WHAT TO DO: Repeat exactly the lines from the start of the records below through the line that contains "0 #cacac9) drop-shadow(-1px", including both.

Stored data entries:

====

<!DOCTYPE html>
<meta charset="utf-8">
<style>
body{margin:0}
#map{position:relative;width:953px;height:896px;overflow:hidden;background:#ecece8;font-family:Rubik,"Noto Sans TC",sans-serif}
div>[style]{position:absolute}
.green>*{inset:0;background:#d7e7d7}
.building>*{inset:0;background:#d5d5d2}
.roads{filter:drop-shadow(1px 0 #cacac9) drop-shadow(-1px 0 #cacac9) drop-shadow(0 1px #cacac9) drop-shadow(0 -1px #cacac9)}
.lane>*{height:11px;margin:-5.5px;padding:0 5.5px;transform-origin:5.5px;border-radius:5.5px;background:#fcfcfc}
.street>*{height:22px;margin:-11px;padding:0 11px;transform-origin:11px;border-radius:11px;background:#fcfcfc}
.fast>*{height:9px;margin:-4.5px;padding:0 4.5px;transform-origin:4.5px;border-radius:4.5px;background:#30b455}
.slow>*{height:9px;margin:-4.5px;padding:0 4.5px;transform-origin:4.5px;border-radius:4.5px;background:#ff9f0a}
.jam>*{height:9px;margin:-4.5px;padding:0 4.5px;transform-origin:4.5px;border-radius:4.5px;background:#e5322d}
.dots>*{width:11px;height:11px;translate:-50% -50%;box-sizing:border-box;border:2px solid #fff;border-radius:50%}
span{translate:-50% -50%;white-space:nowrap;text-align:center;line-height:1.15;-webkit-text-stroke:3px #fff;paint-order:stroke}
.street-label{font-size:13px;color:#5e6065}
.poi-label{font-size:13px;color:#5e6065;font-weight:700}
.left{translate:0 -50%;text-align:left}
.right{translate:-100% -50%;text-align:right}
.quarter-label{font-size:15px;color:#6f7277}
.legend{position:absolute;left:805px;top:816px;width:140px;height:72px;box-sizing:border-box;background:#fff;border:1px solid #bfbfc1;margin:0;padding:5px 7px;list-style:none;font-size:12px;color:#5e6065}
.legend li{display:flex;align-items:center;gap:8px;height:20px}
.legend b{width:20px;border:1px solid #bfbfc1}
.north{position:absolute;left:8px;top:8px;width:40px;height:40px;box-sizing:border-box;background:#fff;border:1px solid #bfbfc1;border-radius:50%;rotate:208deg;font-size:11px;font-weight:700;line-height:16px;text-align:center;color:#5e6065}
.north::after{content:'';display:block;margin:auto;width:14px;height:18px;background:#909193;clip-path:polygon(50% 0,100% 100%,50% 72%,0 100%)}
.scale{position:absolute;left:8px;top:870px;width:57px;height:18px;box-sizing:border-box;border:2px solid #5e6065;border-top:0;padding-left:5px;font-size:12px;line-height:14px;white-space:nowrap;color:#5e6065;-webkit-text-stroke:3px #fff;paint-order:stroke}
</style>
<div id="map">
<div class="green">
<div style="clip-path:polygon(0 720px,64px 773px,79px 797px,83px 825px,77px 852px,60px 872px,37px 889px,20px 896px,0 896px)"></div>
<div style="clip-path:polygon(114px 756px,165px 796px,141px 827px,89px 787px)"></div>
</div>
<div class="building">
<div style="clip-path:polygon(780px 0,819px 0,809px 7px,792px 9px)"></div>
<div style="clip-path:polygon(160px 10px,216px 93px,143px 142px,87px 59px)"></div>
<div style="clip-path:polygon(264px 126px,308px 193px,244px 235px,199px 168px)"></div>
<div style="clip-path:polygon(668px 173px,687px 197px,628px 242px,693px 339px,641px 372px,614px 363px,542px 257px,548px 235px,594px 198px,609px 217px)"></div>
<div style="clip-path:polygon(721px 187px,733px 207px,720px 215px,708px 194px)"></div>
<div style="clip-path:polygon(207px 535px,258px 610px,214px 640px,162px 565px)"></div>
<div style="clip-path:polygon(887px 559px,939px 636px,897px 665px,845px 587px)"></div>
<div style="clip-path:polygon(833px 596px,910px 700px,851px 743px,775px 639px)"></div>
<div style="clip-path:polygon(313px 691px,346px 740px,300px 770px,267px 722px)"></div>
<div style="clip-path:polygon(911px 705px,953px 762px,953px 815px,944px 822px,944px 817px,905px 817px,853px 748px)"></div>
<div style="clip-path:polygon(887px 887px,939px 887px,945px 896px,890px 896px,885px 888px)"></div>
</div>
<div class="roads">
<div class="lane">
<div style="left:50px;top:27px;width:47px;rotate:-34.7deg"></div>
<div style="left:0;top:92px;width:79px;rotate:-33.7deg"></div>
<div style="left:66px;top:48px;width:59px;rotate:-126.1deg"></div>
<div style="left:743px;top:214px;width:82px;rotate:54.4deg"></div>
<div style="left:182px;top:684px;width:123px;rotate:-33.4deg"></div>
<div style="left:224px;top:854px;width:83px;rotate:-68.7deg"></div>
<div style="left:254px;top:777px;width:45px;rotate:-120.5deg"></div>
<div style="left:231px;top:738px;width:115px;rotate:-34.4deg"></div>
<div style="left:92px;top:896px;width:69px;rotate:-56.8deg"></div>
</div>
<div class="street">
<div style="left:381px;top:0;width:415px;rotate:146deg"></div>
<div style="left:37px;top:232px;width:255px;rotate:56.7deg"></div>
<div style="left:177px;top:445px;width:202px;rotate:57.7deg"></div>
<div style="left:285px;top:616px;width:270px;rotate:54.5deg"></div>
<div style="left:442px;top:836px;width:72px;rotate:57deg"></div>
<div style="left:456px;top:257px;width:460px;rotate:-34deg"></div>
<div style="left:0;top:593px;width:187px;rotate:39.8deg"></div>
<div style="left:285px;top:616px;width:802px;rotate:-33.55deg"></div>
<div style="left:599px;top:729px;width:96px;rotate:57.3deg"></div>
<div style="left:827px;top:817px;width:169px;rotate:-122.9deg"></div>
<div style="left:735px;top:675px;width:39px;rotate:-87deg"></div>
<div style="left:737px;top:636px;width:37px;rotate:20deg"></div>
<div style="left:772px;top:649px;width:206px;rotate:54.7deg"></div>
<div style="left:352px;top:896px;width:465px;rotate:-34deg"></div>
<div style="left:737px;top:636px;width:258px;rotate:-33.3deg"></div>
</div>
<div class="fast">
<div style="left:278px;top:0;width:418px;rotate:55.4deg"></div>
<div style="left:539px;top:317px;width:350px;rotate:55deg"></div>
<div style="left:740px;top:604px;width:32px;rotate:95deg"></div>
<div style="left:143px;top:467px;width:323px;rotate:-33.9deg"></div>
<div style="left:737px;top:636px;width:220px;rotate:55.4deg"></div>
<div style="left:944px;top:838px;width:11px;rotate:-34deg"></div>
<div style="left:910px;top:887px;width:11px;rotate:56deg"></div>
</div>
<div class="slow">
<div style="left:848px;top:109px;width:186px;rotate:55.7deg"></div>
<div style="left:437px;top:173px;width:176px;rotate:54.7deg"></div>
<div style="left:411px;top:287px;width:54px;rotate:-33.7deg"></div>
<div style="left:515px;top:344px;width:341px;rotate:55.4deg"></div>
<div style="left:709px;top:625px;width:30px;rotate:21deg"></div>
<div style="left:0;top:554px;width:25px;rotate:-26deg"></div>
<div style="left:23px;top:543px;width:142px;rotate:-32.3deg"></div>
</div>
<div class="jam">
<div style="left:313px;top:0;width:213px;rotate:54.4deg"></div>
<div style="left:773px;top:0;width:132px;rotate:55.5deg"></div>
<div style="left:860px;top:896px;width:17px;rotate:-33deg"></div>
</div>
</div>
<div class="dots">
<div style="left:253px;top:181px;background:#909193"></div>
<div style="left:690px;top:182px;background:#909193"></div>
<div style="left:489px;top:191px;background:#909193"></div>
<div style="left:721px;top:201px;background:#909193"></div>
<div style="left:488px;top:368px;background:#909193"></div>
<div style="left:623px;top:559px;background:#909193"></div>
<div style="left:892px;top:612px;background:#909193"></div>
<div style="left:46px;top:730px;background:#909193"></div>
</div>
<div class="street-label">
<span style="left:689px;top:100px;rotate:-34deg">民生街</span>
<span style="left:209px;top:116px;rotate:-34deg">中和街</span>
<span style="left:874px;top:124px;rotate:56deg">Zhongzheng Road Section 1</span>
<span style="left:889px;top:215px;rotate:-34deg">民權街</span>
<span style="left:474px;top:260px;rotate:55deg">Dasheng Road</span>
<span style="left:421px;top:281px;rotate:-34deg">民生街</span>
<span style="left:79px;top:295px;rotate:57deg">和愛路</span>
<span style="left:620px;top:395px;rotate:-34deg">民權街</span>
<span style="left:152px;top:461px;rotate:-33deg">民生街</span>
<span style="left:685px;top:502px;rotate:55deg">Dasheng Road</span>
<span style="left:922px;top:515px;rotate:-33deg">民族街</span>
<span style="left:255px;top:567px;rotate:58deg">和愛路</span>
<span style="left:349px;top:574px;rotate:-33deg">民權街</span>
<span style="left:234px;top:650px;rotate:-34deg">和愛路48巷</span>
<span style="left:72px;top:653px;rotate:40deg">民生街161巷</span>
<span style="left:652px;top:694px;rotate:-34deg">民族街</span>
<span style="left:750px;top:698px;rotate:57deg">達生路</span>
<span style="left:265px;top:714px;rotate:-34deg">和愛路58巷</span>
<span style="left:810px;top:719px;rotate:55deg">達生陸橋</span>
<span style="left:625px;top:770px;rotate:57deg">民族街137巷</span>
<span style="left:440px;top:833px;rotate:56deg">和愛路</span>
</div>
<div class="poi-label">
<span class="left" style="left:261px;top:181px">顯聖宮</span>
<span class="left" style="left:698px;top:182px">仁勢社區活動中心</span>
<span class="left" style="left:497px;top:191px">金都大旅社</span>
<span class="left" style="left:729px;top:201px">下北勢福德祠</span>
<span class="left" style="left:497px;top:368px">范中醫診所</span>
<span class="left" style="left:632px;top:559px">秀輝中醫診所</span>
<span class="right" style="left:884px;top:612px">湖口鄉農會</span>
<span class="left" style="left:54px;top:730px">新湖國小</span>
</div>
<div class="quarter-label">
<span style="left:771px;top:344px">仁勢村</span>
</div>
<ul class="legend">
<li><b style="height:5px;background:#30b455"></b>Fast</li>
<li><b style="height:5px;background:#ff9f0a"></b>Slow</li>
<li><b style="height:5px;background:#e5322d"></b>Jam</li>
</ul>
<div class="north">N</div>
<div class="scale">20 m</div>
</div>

====

ANSWER FOR THIS EXERCISE:
<!DOCTYPE html>
<meta charset="utf-8">
<style>
body{margin:0}
#map{position:relative;width:953px;height:896px;overflow:hidden;background:#ecece8;font-family:Rubik,"Noto Sans TC",sans-serif}
div>[style]{position:absolute}
.green>*{inset:0;background:#d7e7d7}
.building>*{inset:0;background:#d5d5d2}
.roads{filter:drop-shadow(1px 0 #cacac9) drop-shadow(-1px 0 #cacac9) drop-shadow(0 1px #cacac9) drop-shadow(0 -1px #cacac9)}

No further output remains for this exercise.